Oh yes, absolutely. As I said, it would have been vanishingly rare and almost certainly inadvisable for someone to declare a major in a field in which they had never taken a college-level course. I’m just saying I don’t think it is true that most majors require more than two years of coursework in terms of credit hour count alone; 36-42 hours is about standard in my experience at several different institutions.

I’m actually kind of shocked that you can get a major with as few as 20 required courses!

I looked back on my course calender for my engineering degree and I had 33 assigned courses, plus 4 technical electives that I could pick from a list of ~12. I only had space in my schedule for 5 real electives.

Poking around on the university website it looks like some of the Arts and Math people have only 20ish required courses for the major. I knew the engineers were rigidly scheduled compared to the other faculties but I didn’t think the difference was that huge.

Accounting was like that. Accounting 101 is required for all Business majors (though not all Business majors are Accounting majors).
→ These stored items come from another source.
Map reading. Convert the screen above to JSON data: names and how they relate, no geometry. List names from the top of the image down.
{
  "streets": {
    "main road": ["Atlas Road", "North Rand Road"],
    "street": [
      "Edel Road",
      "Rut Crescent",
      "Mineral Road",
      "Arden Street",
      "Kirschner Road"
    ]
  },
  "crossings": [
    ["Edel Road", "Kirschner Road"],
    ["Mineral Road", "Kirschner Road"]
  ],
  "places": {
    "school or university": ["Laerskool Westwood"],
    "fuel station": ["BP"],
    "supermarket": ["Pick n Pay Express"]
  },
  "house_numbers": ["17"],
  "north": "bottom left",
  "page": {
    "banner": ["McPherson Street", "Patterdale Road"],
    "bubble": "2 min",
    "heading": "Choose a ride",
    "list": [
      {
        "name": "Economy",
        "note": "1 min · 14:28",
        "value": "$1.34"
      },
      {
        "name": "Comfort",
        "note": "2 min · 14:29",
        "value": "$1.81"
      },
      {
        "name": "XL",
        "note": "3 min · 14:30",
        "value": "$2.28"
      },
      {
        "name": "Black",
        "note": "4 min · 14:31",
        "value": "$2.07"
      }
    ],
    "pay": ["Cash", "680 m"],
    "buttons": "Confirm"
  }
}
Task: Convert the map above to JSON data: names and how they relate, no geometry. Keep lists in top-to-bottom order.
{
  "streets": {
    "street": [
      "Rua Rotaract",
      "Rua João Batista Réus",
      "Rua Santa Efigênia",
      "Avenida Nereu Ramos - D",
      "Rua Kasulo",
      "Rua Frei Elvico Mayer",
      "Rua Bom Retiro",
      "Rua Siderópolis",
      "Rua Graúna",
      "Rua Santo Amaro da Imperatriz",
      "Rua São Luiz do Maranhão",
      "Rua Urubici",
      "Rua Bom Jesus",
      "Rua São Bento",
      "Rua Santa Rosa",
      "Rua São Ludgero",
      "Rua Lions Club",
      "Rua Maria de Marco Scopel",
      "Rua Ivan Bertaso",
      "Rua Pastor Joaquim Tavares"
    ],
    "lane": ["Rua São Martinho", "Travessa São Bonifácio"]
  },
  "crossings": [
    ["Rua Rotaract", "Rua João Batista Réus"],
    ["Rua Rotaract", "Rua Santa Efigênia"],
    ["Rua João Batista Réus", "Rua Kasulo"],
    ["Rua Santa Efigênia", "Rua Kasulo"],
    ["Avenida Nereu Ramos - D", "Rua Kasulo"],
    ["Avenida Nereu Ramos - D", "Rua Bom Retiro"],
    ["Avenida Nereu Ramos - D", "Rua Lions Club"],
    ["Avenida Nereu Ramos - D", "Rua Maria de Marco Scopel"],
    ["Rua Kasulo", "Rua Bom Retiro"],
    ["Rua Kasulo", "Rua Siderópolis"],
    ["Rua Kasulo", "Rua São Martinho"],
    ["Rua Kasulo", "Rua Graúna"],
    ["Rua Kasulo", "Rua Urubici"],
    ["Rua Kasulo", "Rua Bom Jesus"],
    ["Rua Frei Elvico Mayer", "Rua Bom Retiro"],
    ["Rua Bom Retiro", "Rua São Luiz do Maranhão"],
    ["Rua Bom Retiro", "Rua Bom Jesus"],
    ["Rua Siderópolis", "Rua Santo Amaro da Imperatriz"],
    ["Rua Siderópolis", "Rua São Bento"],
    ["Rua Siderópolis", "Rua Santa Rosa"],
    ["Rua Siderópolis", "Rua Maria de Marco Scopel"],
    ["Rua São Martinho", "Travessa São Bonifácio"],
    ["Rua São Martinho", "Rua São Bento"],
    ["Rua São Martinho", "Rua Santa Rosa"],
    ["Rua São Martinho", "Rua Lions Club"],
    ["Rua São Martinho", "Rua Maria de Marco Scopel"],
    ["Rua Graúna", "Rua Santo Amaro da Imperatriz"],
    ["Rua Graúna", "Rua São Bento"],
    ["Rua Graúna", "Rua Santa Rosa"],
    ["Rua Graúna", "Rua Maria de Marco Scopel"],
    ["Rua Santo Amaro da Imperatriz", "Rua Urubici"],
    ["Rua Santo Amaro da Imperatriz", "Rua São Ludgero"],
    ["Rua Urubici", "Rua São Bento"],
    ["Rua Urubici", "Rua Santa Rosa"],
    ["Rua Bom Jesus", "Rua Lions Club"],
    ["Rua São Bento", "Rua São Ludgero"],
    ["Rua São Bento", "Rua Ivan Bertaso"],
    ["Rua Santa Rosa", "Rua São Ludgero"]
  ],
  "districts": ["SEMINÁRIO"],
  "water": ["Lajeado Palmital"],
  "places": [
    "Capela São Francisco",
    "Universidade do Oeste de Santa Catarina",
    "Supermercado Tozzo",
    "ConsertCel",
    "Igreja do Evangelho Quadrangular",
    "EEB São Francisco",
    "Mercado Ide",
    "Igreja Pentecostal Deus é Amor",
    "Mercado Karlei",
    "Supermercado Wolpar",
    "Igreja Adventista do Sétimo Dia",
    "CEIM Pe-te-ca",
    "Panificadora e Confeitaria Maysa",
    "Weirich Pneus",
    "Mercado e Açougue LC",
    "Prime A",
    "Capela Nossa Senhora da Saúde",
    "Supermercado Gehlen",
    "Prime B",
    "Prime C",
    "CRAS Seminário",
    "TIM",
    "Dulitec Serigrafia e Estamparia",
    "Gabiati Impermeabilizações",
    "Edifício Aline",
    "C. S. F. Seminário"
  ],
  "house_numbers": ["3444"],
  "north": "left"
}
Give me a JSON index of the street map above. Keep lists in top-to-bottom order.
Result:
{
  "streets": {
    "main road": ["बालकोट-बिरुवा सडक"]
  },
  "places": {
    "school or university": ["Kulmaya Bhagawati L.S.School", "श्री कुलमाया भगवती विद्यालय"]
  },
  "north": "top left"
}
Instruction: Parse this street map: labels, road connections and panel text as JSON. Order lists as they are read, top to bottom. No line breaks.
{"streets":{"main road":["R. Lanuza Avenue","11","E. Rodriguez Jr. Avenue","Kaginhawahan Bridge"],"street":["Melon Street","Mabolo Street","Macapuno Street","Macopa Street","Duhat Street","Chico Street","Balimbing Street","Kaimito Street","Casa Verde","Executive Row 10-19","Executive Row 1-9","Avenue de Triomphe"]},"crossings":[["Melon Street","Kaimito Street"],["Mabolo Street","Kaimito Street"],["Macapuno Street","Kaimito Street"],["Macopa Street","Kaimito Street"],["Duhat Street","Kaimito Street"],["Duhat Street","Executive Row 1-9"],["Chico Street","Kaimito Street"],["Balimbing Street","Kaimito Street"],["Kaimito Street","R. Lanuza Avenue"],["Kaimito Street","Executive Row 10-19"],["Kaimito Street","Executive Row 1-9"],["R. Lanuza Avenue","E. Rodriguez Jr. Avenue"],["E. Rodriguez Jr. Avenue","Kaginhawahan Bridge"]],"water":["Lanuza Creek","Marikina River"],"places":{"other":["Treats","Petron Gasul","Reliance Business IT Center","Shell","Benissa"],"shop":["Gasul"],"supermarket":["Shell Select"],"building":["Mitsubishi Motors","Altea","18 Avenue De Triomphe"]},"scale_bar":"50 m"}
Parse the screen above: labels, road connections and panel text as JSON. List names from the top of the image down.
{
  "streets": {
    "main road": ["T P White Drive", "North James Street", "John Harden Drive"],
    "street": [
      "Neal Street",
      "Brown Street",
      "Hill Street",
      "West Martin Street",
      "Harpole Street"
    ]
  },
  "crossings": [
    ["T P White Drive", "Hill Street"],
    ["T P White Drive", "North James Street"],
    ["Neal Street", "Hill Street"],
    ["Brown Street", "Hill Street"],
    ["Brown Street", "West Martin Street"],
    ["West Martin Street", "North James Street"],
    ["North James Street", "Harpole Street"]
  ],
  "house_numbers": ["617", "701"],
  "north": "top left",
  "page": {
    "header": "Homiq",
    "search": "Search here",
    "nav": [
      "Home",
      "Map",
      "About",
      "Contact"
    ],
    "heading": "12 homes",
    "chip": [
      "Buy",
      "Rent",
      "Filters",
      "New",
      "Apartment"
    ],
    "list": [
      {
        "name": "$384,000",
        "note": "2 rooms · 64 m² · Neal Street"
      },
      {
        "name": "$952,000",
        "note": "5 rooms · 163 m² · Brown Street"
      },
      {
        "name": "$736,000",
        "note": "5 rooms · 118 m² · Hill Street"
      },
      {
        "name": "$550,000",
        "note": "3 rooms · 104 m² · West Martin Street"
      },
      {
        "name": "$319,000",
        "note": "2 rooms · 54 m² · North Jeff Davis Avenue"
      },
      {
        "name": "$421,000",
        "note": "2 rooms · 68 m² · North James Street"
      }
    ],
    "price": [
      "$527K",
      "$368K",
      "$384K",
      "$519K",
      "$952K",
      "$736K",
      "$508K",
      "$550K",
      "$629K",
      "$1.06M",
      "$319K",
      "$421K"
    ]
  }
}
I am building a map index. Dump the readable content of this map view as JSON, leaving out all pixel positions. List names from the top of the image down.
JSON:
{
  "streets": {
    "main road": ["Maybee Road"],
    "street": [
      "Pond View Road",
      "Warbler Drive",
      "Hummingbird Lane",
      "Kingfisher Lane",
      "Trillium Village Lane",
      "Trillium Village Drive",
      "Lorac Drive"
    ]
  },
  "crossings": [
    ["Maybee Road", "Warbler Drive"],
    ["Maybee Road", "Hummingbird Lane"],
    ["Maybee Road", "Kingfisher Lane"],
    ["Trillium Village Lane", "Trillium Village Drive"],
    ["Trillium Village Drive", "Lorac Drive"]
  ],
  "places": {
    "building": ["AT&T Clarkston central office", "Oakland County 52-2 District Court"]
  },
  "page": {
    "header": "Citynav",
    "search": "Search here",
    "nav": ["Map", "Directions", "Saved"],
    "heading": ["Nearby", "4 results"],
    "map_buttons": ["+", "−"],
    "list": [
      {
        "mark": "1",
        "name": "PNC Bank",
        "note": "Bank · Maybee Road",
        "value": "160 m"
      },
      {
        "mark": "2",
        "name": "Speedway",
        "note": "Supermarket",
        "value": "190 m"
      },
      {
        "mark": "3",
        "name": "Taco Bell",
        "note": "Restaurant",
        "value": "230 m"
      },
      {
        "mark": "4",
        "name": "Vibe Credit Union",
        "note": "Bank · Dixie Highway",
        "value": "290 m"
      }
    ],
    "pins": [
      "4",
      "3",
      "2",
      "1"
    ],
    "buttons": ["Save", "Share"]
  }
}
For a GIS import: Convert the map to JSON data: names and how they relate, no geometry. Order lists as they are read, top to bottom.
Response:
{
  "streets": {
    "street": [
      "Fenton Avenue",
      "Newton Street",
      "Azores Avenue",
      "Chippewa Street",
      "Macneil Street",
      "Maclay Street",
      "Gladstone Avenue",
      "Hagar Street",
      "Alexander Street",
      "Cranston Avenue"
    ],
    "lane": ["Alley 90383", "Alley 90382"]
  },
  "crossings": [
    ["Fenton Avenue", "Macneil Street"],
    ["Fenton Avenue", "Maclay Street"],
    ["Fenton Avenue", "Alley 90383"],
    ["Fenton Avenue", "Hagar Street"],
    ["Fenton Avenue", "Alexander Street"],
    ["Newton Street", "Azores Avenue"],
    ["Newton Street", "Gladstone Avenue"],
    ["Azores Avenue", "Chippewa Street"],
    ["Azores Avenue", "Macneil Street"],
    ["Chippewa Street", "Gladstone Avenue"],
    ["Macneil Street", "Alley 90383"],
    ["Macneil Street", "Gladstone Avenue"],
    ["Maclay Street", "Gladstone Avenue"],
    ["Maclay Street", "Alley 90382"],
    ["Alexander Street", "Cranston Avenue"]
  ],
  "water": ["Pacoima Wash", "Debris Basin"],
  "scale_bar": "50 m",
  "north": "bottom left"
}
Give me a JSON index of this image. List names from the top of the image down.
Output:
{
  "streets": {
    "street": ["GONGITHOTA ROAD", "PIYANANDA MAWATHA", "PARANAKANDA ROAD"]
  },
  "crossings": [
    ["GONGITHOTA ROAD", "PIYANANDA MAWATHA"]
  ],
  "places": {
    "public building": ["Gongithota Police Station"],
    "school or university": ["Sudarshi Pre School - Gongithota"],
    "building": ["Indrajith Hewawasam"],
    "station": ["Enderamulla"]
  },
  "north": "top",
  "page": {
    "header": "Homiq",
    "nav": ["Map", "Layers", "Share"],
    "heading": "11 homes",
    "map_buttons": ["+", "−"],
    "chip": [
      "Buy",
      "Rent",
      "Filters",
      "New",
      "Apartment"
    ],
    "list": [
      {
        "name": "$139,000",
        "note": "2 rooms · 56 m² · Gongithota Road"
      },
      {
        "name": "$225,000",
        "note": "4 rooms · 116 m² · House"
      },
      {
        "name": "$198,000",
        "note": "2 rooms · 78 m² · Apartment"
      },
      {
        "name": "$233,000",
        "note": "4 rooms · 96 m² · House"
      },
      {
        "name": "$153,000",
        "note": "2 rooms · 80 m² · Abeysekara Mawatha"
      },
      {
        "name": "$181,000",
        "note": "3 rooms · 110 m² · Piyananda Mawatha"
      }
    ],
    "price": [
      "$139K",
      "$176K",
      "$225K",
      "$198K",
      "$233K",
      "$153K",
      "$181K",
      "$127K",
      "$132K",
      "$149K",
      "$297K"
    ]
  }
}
Of those that had declared Accounting majors - about half didn’t graduate with them - they got general business degrees, or marketing, or HR, or something less numbers intensive (and Accounting is not very numbers intensive - but enough, and with enough rules and process, that not everyone is successful at it). I’d imagine Finance, which is somewhat more arcane than Accounting, was worse for 101 “majors” not making it through upper division coursework and ending up moving to business administration.

By the way - an Accounting major at my alma mater is six foundation courses (Micro and Macro Econ, Stats, College Algebra, Financial Accounting, and an IT overview course), another 5 business core courses (Marketing, Logistics, Management, Finance, and another IT course and only 7 courses in your major (plus the Financial Accounting that is foundational).